In-Depth

Reorganization: Greene out, Maritz in at VMware

Recent upheaval leaves industry bewildered.

The virtualization world was stunned last July 8 when Diane Greene, co-founder, president and CEO, was dismissed by VMware Inc. and replaced with industry veteran Paul Maritz.

The reasons for Greene's ouster haven't been made clear by the company, which announced the change in a press release that spoke much more about Maritz than Greene.

Greene and her husband, VMware Chief Scientist Dr. Mendel Rosenblum, founded VMware in 1998 along with three others. It started out as a small business barely on the radar, and has since grown into a software giant with revenues of approximately $1.5 billion. The departure of Greene marks the first significant management turnover at the company's highest levels.

There were a number of rumors of a strained relationship with Joe Tucci, president and CEO of parent company EMC Corp. It's believed that Greene kept VMware mostly separate from the corporate culture of EMC, fiercely maintaining an autonomy that rubbed Tucci the wrong way. The change, in the view of some, was Tucci's way of asserting control over VMware.

Diane Greene was recently removed from her position as CEO with VMware Inc. (which she co-founded) in a move that industry watchers says was EMC Corp. CEO Tucci's way of asserting control over the virtualization software giant.

Facing Challenges
Maritz steps into Greene's shoes at a time of significant challenges to the company's dominance in the virtualization market. It faces stiff competition for the first time with Microsoft's entry into the enterprise computing market. Hyper-V, Redmond's base hypervisor, is free with Windows Server 2008; a near-free standalone version, called Hyper-V Server, is coming later this year. In addition, companies like Citrix Systems Inc., Sun Microsystems Inc., Virtual Iron Software Inc., Novell, Hewlett-Packard Co., Oracle Corp. and others are building platform solutions and dumping lots of resources into their virtualization efforts.

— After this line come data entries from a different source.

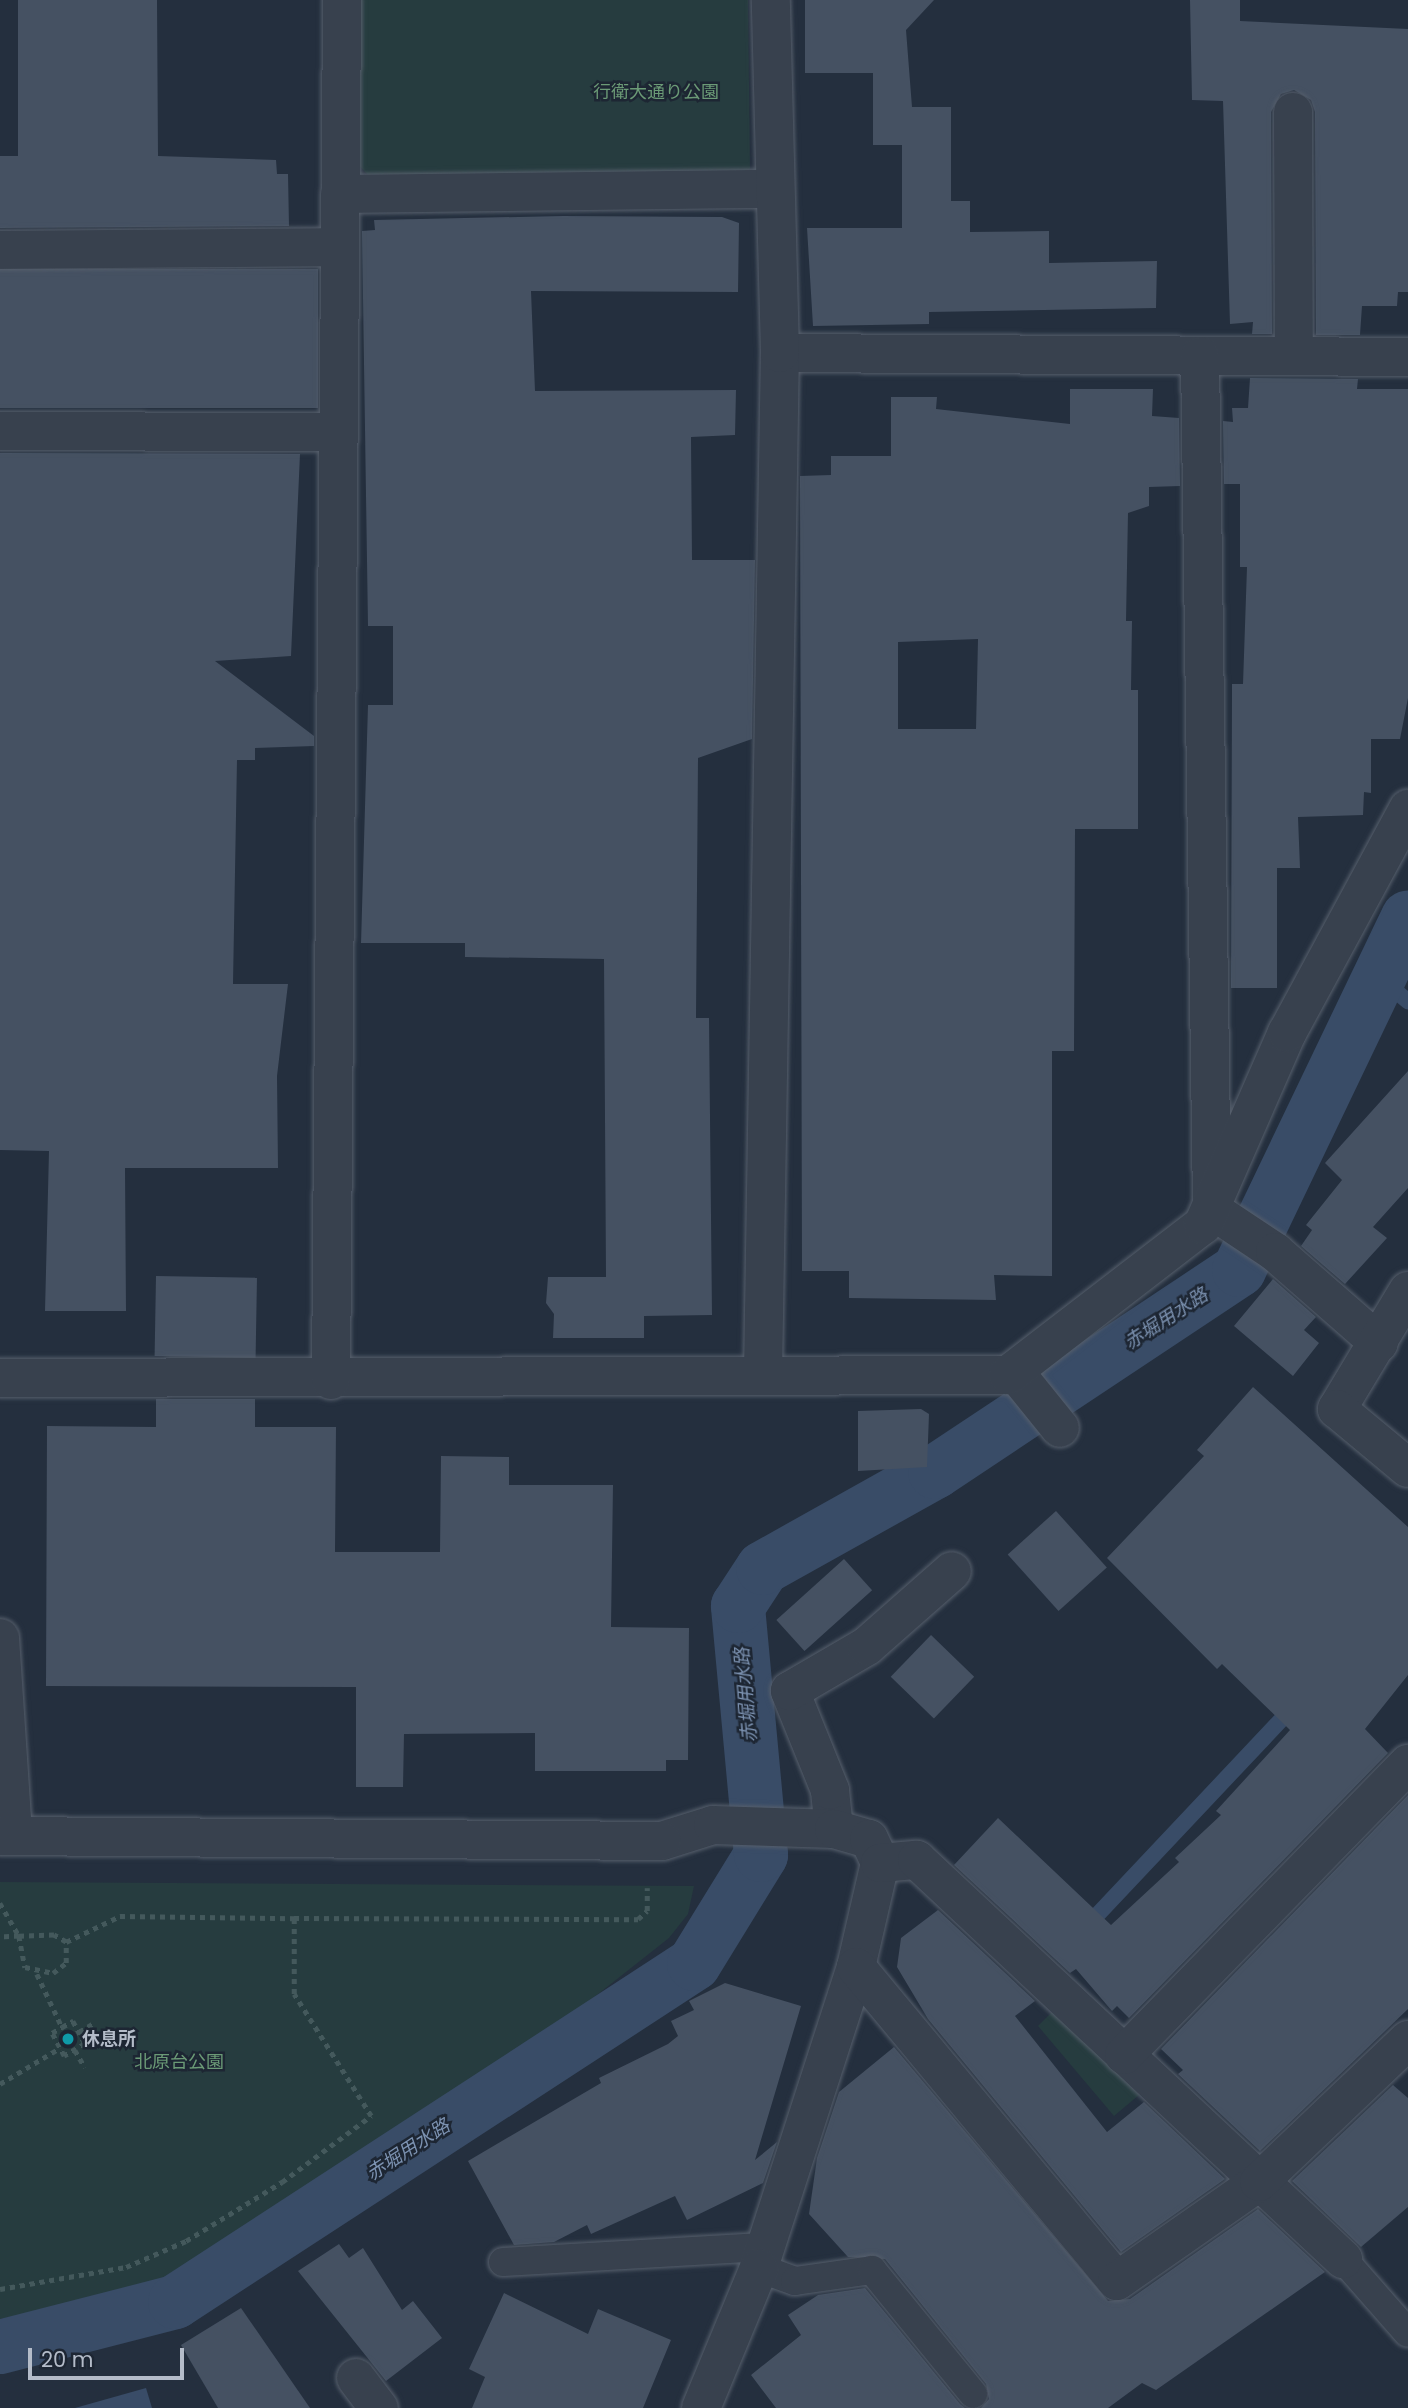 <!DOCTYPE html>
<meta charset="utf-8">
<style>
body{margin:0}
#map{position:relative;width:1408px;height:2408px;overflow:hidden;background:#242f3e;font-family:Poppins,"Noto Sans JP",sans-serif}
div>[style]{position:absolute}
.green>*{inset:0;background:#263c3f}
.water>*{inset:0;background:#394c67}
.stream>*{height:16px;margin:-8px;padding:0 8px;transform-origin:8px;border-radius:8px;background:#394c67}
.canal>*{height:54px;margin:-27px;padding:0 27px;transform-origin:27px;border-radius:27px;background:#394c67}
.building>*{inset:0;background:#455162;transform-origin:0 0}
.path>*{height:4.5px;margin-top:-2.25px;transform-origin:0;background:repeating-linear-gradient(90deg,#44595c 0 5px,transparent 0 10px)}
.roads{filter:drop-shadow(0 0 2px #565f6c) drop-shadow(0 0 2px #565f6c)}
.service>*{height:28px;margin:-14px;padding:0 14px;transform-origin:14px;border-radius:14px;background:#38414e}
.minor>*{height:38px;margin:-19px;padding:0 19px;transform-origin:19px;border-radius:19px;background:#38414e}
.tertiary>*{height:38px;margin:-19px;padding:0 19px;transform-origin:19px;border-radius:19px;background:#38414e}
.dots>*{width:19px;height:19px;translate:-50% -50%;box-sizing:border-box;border:4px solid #1d2633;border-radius:50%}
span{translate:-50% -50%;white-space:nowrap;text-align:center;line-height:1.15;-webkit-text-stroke:5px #1d2633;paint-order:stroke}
.park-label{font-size:18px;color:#6b9a76}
.poi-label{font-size:18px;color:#b4bcc9;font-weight:700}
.left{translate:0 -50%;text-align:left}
.water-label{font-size:19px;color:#7c92b1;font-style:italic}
.scale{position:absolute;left:28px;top:2348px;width:156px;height:32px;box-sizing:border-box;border:4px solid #b4bcc9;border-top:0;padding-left:9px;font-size:21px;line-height:24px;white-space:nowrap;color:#b4bcc9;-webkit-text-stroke:5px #1d2633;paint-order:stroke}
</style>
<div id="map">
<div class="green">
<div style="clip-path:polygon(356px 0,748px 0,750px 169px,729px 186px,375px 183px,356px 162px)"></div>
<div style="clip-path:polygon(0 1882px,694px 1886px,688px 1914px,669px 1938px,550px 2032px,169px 2285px,0 2319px)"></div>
<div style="clip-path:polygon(1058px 2006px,1139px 2095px,1114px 2116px,1038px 2026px)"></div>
</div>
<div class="water">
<div style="clip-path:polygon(146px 2388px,152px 2408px,75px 2408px)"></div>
</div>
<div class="stream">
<div style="left:1379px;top:977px;width:38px;rotate:40deg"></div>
<div style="left:1084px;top:1929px;width:306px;rotate:-46.7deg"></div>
</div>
<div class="canal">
<div style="left:0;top:2347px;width:181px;rotate:-14.4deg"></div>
<div style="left:175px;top:2302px;width:619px;rotate:-33.07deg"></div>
<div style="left:694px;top:1964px;width:128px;rotate:-58.4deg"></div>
<div style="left:761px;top:1855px;width:250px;rotate:-95.3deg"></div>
<div style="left:738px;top:1606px;width:45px;rotate:-56.7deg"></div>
<div style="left:763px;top:1568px;width:197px;rotate:-29.2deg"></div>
<div style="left:935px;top:1472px;width:365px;rotate:-33.6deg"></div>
<div style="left:1239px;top:1270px;width:391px;rotate:-64.4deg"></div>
</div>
<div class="building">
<div style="clip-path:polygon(18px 0,157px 0,158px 156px,276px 160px,277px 174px,288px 174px,289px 226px,0 228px,0 156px,18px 156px)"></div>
<div style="clip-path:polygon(805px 0,934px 0,906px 30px,912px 107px,951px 107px,951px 201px,970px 201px,970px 232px,1049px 231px,1049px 263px,1157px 261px,1156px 308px,929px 312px,929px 324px,813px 326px,807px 228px,902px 228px,902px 145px,873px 145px,873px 73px,805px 73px)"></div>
<div style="clip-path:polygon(1190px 0,1240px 0,1240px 21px,1408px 29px,1408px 292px,1398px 292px,1397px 306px,1362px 306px,1360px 335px,1316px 335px,1315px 112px,1311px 100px,1294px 90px,1281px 94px,1271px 112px,1272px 334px,1252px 334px,1253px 322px,1230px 324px,1223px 101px,1192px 100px)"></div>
<div style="clip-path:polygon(563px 216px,722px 217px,739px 223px,738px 292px,531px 291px,535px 391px,736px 390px,735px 435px,691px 437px,692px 560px,755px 560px,752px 739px,698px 758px,696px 1018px,709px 1018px,712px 1315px,644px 1316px,644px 1338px,553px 1338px,554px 1314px,546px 1303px,548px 1277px,606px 1277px,604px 959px,465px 957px,465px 943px,361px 943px,368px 705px,393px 705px,393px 626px,368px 626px,362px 231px,375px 230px,374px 220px)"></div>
<div style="left:318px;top:269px;width:139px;height:318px;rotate:90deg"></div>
<div style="clip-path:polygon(1250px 378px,1358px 379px,1357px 389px,1408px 389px,1408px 698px,1400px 739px,1371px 739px,1371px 793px,1364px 792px,1363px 815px,1298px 817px,1300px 868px,1277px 868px,1277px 988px,1231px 988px,1232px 684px,1243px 684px,1247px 567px,1240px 567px,1240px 484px,1224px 484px,1223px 421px,1233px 422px,1232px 408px,1248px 408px)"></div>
<div style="clip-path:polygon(evenodd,1070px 389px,1153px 389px,1152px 416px,1179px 418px,1180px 486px,1149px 487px,1149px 506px,1128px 513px,1126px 621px,1132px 621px,1131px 690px,1138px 690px,1138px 829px,1075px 829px,1074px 1051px,1052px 1051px,1052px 1276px,994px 1275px,996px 1300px,849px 1298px,849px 1271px,802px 1271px,800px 476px,831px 475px,831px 456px,891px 456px,891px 397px,937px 397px,936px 409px,1070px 424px,1070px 389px,978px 639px,976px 729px,898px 729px,898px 642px,978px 639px)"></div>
<div style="clip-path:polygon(0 453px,300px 454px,291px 656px,215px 661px,314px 736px,314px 746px,255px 748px,255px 760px,237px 760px,233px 984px,288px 984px,277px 1076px,278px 1168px,125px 1168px,126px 1311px,45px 1311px,49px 1151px,0 1150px)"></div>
<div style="clip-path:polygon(1408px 1071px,1408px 1188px,1373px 1227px,1387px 1238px,1345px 1284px,1301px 1246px,1312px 1230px,1306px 1225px,1342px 1180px,1325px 1163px)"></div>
<div style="left:156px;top:1276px;width:101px;height:80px;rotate:1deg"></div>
<div style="clip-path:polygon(1273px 1279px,1316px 1317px,1304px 1330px,1319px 1343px,1293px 1376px,1234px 1326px)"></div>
<div style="clip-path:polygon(1253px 1387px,1408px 1527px,1408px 1675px,1365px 1729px,1388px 1753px,1129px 2018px,1117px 2006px,1112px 2011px,1076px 1969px,1070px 1973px,954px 1865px,998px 1818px,1111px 1925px,1179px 1862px,1175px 1858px,1221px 1815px,1216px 1811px,1290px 1730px,1222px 1664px,1217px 1669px,1107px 1558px,1204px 1456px,1197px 1450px)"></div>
<div style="clip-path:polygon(156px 1399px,255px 1399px,255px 1427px,336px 1427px,335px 1552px,440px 1552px,441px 1456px,509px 1457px,509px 1485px,613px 1485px,611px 1627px,689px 1628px,688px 1760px,666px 1760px,666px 1771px,535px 1771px,535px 1733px,404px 1734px,403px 1787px,356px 1787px,356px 1687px,46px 1686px,47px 1426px,156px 1427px)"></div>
<div style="clip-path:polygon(921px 1409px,929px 1414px,927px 1467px,858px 1471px,858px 1411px)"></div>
<div style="left:1056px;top:1511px;width:76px;height:65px;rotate:48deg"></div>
<div style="left:844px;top:1559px;width:42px;height:91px;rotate:48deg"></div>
<div style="left:931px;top:1635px;width:60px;height:58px;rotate:44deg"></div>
<div style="clip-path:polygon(1408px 1795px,1408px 2009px,1260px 2151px,1178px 2074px,1183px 2070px,1161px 2049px)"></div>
<div style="clip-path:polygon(938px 1910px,1035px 2001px,1015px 2016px,1107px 2132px,1144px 2102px,1225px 2179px,1121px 2252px,928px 2019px,897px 1967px,901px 1938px)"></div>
<div style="clip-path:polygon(725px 1983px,801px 2006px,755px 2160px,777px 2142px,763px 2183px,687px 2220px,675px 2196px,591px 2234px,587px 2225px,554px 2242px,514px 2245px,468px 2161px,601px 2083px,599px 2078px,668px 2044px,678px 2036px,671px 2021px,694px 2010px,689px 2001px)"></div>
<div style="clip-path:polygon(894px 2047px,1108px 2301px,1130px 2299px,1258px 2209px,1325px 2272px,1156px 2390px,1142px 2383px,1108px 2408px,981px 2408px,989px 2399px,986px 2384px,885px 2259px,848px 2257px,809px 2214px,817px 2158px,839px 2092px)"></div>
<div style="clip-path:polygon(1393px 2085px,1408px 2098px,1408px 2207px,1361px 2247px,1292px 2181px)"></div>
<div style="clip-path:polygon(339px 2244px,349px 2258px,363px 2248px,402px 2310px,413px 2301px,442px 2338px,386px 2381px,298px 2271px)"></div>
<div style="clip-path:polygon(865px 2288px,960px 2404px,965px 2408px,776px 2408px,751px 2375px,801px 2335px,788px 2315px,818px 2295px)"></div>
<div style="clip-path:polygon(504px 2293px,588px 2334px,598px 2309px,671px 2340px,643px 2408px,472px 2408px,485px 2377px,469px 2369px)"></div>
<div style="clip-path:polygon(241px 2308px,310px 2408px,218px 2408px,181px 2345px)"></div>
</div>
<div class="path">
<div style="left:0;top:1903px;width:38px;rotate:60deg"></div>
<div style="left:19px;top:1936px;width:32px;rotate:79deg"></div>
<div style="left:25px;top:1967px;width:29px;rotate:12deg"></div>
<div style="left:53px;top:1973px;width:16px;rotate:-38deg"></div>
<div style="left:66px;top:1963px;width:21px;rotate:-90deg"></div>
<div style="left:66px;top:1942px;width:14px;rotate:-150deg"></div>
<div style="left:54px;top:1935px;width:35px;rotate:178deg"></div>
<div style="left:19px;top:1936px;width:19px;rotate:177deg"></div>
<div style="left:66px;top:1942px;width:60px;rotate:-25.7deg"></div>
<div style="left:120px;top:1916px;width:174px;rotate:0.7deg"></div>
<div style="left:37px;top:1974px;width:59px;rotate:64.7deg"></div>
<div style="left:62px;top:2027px;width:13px;rotate:-29deg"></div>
<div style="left:73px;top:2021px;width:26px;rotate:62deg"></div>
<div style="left:85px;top:2044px;width:24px;rotate:150deg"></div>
<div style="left:64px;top:2056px;width:26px;rotate:-118deg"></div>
<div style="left:52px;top:2033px;width:12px;rotate:-31deg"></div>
<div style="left:79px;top:2032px;width:17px;rotate:-31deg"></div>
<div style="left:75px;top:2050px;width:20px;rotate:60deg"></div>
<div style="left:0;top:2084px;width:70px;rotate:-31deg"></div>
<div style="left:0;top:2289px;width:128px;rotate:-9.9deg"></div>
<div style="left:126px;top:2267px;width:65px;rotate:-23.4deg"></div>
<div style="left:186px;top:2241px;width:113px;rotate:-31.6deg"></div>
<div style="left:282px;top:2182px;width:111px;rotate:-36.6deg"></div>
<div style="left:371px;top:2116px;width:144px;rotate:-122.3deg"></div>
<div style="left:294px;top:1994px;width:76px;rotate:-90deg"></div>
<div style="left:294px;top:1918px;width:344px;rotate:0.2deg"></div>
<div style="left:638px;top:1919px;width:12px;rotate:-42deg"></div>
<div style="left:647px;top:1911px;width:23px;rotate:-90deg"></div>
</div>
<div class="roads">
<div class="service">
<div style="left:1343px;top:2259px;width:98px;rotate:48.7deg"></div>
<div style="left:503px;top:2262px;width:260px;rotate:-3.3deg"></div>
<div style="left:759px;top:2268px;width:38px;rotate:20deg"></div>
<div style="left:795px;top:2281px;width:78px;rotate:-8.1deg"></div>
<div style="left:872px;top:2270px;width:160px;rotate:50.8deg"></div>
</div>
<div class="minor">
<div style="left:1293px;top:112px;width:244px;rotate:89.8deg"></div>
<div style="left:340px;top:194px;width:435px;rotate:-0.7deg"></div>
<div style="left:0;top:250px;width:337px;rotate:-0.5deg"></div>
<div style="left:780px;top:353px;width:628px;rotate:0.36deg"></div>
<div style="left:1200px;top:356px;width:854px;rotate:89.19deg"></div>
<div style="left:1212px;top:1210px;width:76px;rotate:33.7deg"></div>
<div style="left:1275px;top:1252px;width:138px;rotate:41.2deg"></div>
<div style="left:0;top:431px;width:337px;rotate:0.2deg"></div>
<div style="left:1408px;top:1291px;width:138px;rotate:121deg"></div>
<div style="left:1337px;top:1409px;width:92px;rotate:39.7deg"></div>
<div style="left:1014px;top:1371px;width:73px;rotate:51.1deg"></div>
<div style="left:763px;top:1374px;width:1021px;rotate:-89.05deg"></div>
<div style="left:780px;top:353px;width:353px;rotate:-91.5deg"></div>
<div style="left:0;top:1378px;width:1008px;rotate:-0.17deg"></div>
<div style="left:1008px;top:1375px;width:246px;rotate:-37.6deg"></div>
<div style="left:1203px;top:1225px;width:210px;rotate:-66.4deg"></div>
<div style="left:1287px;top:1033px;width:255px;rotate:-61.6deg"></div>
<div style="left:331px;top:1380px;width:1380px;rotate:-89.54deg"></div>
<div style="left:834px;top:1829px;width:39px;rotate:-96deg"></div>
<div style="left:830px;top:1790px;width:107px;rotate:-112deg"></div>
<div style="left:790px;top:1691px;width:89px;rotate:-30.3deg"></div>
<div style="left:867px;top:1646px;width:113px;rotate:-41.4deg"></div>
<div style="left:662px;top:1841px;width:53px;rotate:-17.4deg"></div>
<div style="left:713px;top:1825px;width:121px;rotate:1.9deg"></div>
<div style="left:834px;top:1829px;width:36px;rotate:16deg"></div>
<div style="left:869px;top:1839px;width:26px;rotate:65deg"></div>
<div style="left:880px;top:1863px;width:107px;rotate:103deg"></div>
<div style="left:856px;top:1967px;width:316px;rotate:107.9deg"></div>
<div style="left:759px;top:2268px;width:152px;rotate:112.5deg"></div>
<div style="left:880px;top:1863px;width:37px;rotate:-5deg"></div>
<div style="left:917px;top:1860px;width:584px;rotate:43.13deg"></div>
<div style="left:856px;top:1967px;width:408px;rotate:50.3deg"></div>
<div style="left:1117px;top:2281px;width:173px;rotate:-34.9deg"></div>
<div style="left:1259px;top:2182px;width:206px;rotate:-43.6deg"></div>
<div style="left:1124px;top:2055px;width:407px;rotate:-45.7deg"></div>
<div style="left:356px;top:2378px;width:38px;rotate:53deg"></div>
</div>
<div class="tertiary">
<div style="left:0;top:1638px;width:198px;rotate:86.2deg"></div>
<div style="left:0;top:1836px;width:662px;rotate:0.43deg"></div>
</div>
</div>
<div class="dots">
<div style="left:68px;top:2039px;background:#0f9aa8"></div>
</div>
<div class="park-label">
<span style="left:656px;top:92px">行衛大通り公園</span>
<span style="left:179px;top:2062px">北原台公園</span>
</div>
<div class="poi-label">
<span class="left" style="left:82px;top:2039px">休息所</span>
</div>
<div class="water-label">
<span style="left:1166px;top:1319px;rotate:-33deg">赤堀用水路</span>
<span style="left:746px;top:1695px;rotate:-95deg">赤堀用水路</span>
<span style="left:408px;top:2150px;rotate:-33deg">赤堀用水路</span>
</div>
<div class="scale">20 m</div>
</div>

VMware also faces a slow global economy and sluggish growth in its business, particularly in the area of enterprise license agreements; in late July, the company announced that it will fall well short of its previously stated prediction of 50 percent year-over-year growth, coming in at between 42 percent and 45 percent instead.

To help give his new company a shot in the arm, Maritz announced July 23 that it was making the lightweight version of ESX, called ESXi, a free product. That helps it compete on even footing with Hyper-V and Xen, the free, open source hypervisor used as the basis for many competing products.

Remaining Confident
Maritz, a 14-year veteran of Microsoft who was once a member of the leadership inner circle, hopes to use his knowledge of his former employer's ways to help fend off its attack.

"I know that Microsoft is a formidable, but not invincible, competitor," Maritz said during a recent conference call. He also pointed out that VMware has a substantial lead in not only hypervisor functionality, but in the overall infrastructure space. That lead, he said, "can be very hard to match, even for Microsoft. Hyper-V is new, and will take time to mature. [It doesn't] have a fleet of software anywhere akin to our [virtual infrastructure]."

Maritz is confident in VMware's ability to keep, and even extend, that lead. "The key is to innovate, invest, stay ahead and keep increasing value proposition. That's exactly what we intend to do."